AVAILABLE DATA.
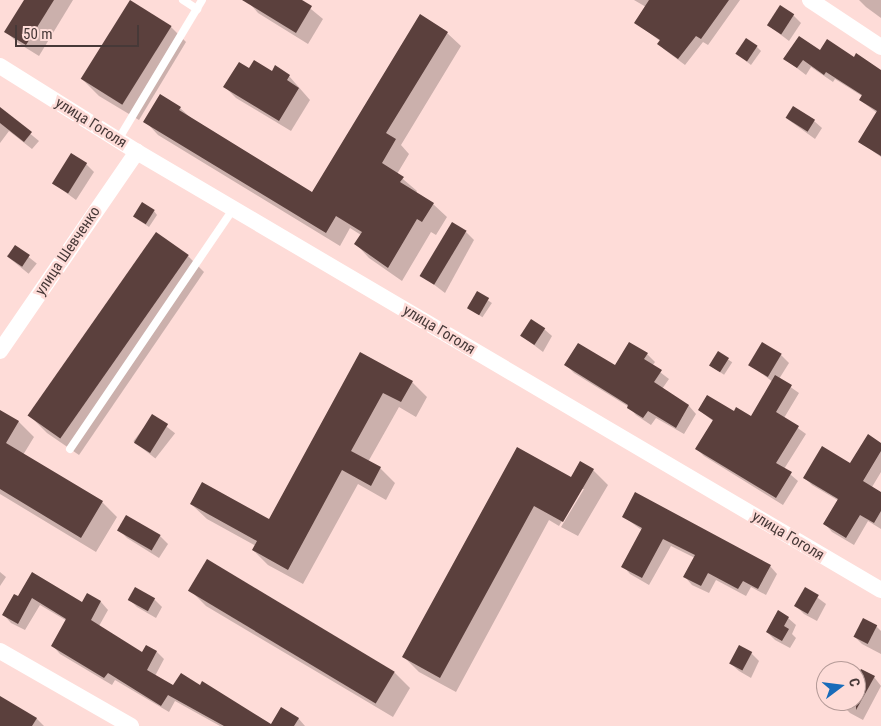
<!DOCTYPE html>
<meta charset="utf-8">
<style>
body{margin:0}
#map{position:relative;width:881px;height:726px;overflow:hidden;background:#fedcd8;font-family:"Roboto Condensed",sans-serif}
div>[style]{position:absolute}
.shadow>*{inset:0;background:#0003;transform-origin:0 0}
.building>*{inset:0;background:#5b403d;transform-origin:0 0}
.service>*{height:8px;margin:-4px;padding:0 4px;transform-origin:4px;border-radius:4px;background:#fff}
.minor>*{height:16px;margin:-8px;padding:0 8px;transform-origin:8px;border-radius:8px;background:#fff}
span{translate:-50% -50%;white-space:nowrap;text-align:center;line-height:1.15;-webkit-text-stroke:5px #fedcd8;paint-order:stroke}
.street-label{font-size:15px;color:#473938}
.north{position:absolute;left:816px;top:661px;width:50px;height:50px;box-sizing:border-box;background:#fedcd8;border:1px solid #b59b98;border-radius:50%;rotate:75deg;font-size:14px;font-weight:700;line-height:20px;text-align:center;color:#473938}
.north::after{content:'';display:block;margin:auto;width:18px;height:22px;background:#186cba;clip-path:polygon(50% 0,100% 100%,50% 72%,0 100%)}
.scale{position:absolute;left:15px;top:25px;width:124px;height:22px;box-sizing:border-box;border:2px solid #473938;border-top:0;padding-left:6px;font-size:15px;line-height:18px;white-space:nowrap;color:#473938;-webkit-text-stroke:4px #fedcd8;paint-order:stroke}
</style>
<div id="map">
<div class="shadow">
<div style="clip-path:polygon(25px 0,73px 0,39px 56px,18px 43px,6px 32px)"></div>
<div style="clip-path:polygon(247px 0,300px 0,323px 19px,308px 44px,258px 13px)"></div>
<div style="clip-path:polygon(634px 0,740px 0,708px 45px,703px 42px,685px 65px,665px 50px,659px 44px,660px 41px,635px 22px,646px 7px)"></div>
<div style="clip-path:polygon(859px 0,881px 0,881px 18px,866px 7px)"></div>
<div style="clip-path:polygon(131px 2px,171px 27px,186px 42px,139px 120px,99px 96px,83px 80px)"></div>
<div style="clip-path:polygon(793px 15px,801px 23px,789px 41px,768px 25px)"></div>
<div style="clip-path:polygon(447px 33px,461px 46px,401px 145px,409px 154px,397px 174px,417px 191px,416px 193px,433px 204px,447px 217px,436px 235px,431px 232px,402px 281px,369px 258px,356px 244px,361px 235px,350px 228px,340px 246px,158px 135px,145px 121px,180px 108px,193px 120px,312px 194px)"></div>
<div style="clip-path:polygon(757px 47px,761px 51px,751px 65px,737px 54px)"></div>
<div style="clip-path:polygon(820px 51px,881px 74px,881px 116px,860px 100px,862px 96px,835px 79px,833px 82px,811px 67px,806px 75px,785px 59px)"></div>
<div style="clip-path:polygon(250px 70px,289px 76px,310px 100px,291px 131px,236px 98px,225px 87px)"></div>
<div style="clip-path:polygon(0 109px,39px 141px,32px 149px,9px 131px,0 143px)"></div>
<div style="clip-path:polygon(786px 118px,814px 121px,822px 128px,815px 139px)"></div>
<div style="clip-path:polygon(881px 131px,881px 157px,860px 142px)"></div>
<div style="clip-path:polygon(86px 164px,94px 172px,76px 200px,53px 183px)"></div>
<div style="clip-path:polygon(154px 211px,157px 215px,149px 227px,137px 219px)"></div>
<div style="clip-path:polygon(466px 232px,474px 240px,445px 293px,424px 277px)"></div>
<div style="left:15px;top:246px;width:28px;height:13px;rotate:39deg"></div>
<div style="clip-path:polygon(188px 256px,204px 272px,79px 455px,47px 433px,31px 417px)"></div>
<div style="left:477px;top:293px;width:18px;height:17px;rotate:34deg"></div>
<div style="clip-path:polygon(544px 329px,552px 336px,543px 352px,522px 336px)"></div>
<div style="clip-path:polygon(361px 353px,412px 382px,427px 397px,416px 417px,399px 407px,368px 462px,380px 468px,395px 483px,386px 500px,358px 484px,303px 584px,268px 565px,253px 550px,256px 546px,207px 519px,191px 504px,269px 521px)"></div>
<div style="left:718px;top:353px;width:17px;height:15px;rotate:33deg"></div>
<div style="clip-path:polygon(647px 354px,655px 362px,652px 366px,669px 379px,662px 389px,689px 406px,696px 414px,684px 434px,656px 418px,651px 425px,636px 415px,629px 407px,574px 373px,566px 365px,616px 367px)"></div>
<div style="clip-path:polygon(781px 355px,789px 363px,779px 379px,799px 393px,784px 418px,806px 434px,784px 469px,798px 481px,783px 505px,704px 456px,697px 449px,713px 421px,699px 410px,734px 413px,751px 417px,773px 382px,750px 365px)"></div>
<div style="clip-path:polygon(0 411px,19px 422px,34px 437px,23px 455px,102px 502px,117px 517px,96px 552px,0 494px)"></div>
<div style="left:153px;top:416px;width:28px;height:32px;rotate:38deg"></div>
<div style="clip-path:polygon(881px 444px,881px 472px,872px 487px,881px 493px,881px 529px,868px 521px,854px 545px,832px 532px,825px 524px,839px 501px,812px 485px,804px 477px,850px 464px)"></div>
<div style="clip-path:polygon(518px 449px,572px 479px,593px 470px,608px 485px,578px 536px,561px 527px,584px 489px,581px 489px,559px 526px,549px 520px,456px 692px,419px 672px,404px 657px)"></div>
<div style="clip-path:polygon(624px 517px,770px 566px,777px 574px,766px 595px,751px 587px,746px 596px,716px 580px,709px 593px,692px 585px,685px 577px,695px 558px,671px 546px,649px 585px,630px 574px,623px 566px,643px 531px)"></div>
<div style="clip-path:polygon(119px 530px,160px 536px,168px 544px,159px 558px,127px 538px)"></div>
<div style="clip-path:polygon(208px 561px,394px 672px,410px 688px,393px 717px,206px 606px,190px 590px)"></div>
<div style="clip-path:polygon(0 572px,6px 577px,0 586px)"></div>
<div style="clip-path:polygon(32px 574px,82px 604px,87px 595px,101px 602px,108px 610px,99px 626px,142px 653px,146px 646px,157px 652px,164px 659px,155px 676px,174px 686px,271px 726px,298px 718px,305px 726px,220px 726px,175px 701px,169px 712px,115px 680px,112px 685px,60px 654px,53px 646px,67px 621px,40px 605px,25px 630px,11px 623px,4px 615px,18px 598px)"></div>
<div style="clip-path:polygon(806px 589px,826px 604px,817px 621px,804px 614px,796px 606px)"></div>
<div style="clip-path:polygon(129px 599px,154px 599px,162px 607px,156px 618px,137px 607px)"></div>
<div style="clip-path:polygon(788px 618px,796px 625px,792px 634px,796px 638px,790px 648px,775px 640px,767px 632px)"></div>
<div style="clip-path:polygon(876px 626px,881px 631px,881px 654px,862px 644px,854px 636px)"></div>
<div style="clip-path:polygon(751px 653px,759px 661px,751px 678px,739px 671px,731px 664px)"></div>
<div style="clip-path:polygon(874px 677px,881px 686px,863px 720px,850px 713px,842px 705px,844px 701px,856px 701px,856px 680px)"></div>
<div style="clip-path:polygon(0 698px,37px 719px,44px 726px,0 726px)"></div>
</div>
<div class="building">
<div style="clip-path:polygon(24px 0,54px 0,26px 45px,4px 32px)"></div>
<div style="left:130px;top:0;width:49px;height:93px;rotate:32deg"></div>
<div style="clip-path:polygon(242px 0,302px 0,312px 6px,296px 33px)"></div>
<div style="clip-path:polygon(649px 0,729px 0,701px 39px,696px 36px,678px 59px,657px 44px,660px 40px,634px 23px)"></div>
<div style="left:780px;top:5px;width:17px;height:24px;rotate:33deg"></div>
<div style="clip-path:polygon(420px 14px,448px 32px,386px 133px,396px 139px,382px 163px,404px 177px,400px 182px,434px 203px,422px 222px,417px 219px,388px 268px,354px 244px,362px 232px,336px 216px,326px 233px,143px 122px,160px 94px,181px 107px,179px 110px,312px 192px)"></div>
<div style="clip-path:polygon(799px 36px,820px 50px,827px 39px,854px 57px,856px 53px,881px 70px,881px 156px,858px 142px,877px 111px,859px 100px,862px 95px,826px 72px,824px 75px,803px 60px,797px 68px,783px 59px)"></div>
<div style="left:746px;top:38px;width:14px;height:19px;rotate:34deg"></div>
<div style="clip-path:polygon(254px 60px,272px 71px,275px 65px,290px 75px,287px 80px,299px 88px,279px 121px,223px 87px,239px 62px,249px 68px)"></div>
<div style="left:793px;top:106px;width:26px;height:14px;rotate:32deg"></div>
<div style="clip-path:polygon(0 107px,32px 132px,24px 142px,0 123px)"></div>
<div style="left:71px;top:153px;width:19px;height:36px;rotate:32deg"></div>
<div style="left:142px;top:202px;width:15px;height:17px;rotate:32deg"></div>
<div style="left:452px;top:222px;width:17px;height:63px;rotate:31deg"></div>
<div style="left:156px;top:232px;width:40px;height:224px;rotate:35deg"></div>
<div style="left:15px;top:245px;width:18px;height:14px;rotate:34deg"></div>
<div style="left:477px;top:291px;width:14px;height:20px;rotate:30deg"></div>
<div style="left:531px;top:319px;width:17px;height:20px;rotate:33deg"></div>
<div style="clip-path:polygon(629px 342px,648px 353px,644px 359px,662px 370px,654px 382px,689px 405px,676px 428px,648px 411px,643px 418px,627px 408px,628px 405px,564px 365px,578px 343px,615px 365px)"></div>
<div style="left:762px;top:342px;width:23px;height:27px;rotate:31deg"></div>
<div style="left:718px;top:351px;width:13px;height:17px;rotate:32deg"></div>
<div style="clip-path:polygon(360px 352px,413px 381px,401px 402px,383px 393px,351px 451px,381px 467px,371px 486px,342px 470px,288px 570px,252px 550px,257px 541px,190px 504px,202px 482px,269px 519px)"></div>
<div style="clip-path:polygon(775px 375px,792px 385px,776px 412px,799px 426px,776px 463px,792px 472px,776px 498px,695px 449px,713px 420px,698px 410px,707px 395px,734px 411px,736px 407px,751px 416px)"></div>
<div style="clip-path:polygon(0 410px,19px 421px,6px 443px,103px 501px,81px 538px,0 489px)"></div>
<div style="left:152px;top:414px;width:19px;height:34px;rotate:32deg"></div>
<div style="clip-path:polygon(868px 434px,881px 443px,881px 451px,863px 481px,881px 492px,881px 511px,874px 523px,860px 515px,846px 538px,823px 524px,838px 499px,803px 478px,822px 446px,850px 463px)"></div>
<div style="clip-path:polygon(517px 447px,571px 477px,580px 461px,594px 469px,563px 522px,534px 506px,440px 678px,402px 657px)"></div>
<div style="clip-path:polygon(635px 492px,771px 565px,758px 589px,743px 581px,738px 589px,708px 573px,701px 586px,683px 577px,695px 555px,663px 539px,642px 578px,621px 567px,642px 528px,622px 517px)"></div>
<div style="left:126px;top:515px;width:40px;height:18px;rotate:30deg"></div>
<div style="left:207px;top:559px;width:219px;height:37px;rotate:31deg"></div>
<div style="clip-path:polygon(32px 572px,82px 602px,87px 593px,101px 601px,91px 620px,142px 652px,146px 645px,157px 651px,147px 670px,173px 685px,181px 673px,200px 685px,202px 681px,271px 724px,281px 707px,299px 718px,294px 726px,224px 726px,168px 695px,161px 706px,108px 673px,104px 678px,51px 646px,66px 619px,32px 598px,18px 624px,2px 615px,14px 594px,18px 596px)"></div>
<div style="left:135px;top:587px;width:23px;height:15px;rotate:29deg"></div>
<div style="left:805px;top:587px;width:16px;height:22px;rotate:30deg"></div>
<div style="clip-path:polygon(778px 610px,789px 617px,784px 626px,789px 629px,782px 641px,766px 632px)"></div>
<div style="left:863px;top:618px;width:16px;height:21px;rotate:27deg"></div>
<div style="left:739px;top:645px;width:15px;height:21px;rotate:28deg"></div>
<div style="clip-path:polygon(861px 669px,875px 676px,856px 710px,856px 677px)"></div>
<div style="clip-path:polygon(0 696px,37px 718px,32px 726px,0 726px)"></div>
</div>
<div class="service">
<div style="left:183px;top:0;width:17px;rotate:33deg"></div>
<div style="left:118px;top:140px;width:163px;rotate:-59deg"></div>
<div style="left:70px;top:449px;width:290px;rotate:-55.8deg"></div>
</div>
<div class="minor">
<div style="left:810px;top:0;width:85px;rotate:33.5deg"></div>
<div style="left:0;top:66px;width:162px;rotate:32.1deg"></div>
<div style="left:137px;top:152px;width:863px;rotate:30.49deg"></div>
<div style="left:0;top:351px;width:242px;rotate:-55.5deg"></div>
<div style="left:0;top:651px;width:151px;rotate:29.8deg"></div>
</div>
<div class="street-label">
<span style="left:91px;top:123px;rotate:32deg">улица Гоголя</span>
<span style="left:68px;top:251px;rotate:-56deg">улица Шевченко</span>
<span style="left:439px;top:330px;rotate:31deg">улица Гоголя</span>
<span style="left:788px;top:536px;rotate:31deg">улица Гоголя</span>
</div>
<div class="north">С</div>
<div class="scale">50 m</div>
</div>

...

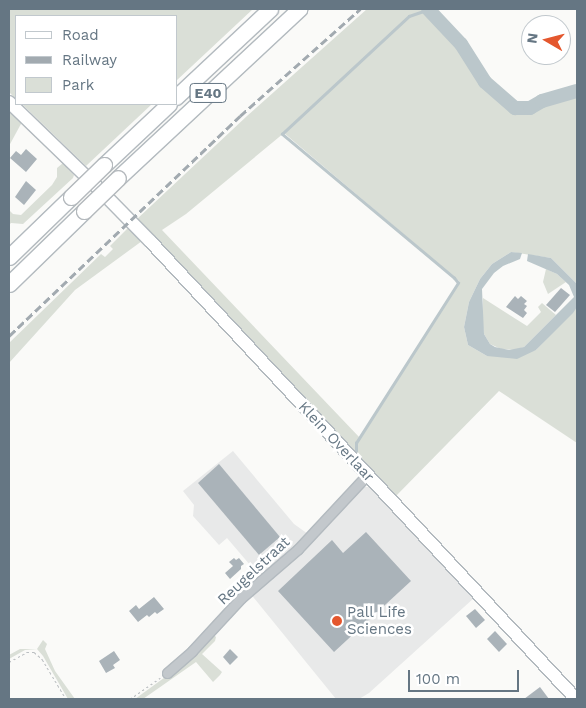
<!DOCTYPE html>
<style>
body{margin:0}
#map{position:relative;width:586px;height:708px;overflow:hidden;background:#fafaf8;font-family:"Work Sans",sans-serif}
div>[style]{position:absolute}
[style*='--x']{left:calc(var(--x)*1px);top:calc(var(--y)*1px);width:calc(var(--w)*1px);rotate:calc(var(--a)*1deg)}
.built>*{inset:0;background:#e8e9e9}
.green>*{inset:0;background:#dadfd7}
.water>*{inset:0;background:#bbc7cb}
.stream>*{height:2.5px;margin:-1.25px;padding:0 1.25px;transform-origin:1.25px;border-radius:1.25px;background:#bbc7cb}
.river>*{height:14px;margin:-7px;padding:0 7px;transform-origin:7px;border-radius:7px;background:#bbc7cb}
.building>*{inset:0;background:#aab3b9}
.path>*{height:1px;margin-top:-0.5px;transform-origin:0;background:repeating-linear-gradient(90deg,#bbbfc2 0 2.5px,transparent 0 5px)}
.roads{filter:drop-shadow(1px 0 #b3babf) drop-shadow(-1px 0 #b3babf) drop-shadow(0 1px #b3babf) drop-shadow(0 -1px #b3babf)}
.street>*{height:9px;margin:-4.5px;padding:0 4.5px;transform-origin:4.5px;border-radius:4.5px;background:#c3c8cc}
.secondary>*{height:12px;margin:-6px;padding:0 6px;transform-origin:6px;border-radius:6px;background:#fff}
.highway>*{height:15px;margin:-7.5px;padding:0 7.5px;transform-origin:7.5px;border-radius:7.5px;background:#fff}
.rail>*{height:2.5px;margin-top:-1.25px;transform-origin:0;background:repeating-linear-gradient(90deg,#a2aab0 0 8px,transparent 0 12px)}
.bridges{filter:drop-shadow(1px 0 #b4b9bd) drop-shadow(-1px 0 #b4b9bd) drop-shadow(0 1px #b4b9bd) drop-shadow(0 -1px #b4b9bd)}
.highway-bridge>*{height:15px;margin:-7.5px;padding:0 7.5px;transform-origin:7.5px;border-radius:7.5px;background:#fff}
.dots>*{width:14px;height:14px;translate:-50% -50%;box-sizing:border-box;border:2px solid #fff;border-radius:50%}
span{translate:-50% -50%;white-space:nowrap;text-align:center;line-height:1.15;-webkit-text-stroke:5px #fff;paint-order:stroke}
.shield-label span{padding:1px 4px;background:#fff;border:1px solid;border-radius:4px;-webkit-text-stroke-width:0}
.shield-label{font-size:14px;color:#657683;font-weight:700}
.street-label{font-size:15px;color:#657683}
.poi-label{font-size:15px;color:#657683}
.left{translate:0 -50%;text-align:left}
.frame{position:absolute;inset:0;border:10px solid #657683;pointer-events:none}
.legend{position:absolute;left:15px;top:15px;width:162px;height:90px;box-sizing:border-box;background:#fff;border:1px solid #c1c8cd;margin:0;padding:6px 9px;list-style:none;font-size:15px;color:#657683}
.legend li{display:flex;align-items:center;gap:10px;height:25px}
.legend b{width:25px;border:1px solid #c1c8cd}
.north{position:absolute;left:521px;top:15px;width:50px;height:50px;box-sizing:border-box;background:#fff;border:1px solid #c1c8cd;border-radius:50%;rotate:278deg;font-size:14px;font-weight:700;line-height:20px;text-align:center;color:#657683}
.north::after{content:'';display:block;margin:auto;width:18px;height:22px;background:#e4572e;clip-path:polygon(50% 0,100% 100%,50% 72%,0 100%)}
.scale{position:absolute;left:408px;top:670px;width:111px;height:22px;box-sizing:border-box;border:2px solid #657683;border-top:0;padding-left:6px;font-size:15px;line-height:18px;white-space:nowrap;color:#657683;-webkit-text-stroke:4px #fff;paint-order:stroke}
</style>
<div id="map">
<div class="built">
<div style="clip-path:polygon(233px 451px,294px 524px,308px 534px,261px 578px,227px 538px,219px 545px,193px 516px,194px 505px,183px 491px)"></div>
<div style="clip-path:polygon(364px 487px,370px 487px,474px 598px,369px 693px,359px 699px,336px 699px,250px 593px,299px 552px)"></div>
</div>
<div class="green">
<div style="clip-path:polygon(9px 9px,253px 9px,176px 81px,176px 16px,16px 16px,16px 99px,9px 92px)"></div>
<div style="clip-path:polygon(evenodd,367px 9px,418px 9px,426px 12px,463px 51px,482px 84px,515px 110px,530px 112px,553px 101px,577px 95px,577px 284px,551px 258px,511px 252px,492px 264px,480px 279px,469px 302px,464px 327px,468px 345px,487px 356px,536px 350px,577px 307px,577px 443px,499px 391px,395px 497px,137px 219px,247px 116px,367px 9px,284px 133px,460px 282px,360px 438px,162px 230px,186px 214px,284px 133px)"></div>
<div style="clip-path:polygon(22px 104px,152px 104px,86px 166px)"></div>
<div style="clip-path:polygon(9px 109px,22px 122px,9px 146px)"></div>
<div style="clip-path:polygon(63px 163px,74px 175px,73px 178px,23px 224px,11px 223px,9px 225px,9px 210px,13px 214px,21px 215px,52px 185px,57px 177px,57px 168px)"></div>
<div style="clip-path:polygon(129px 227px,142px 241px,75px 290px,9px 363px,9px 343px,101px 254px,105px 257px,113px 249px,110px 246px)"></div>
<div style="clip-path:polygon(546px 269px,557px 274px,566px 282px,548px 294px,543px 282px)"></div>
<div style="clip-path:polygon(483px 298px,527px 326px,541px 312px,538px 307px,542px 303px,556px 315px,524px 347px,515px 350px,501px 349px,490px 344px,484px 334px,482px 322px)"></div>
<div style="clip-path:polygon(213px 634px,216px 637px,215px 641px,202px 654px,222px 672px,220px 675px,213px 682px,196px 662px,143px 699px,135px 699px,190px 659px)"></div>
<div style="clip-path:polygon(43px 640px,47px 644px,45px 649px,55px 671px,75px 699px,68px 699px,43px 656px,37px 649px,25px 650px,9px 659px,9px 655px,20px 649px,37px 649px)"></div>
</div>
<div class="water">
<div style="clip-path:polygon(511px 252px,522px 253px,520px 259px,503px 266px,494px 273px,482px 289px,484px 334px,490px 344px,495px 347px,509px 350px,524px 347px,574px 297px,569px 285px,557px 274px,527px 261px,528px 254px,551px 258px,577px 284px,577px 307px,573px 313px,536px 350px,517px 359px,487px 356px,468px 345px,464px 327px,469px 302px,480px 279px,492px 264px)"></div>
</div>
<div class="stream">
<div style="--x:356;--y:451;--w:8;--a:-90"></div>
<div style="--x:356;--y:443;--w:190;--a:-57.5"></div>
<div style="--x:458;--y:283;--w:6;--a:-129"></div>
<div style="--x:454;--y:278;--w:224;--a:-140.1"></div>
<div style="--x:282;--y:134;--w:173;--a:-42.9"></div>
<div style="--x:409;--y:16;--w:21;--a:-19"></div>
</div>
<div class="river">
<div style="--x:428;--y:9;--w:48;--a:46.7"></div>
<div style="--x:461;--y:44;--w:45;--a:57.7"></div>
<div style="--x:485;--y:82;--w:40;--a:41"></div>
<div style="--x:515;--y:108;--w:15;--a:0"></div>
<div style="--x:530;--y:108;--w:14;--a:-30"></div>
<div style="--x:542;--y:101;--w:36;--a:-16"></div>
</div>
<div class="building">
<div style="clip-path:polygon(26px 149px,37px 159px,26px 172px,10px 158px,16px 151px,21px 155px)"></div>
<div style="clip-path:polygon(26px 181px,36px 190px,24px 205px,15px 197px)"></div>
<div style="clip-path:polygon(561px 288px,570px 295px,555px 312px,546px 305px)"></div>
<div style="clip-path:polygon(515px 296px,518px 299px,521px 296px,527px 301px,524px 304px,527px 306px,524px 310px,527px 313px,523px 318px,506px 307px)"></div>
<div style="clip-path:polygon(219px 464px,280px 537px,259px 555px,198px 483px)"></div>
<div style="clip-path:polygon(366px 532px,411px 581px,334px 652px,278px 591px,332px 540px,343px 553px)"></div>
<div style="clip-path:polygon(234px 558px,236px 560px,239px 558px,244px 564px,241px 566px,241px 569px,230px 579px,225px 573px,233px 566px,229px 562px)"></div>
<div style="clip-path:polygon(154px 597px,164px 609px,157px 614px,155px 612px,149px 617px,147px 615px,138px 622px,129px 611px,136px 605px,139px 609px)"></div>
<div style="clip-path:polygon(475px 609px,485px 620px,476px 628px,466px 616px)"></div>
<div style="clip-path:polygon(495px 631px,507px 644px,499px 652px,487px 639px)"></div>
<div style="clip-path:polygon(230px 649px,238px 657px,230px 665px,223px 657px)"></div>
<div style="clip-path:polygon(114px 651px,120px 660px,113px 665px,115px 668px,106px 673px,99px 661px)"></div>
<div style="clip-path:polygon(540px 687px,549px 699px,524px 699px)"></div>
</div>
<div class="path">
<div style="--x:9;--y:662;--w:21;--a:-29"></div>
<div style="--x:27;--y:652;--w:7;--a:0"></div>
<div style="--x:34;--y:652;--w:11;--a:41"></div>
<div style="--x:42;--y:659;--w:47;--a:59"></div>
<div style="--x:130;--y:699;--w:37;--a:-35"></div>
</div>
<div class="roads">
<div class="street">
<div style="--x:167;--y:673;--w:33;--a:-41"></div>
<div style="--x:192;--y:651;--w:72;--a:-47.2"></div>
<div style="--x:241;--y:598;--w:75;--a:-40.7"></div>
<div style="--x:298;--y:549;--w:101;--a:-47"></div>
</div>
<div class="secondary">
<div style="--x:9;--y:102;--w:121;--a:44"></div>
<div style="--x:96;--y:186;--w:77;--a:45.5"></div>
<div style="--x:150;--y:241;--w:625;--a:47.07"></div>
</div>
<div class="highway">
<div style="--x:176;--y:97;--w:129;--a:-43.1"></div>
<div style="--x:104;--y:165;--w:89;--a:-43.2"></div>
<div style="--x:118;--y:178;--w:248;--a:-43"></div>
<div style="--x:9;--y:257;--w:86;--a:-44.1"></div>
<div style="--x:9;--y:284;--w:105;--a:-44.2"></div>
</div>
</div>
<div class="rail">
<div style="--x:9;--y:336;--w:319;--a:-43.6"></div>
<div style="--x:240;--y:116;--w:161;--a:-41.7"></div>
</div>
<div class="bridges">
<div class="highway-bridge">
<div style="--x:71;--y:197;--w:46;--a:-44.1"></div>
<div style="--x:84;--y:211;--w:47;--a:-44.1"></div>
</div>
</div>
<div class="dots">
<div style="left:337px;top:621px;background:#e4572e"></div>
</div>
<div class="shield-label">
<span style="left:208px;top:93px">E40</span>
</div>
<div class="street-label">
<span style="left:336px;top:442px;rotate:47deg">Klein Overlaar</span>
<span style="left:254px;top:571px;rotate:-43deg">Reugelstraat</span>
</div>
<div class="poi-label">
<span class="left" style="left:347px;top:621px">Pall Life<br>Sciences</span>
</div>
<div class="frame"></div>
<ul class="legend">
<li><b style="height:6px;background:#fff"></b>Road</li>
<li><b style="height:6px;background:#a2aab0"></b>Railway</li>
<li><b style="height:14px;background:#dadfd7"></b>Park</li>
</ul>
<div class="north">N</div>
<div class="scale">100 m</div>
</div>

TO DO. Using the material above, find each line that holds "serif" and copy that line.

TASK SOLUTION.
#map{position:relative;width:881px;height:726px;overflow:hidden;background:#fedcd8;font-family:"Roboto Condensed",sans-serif}
#map{position:relative;width:586px;height:708px;overflow:hidden;background:#fafaf8;font-family:"Work Sans",sans-serif}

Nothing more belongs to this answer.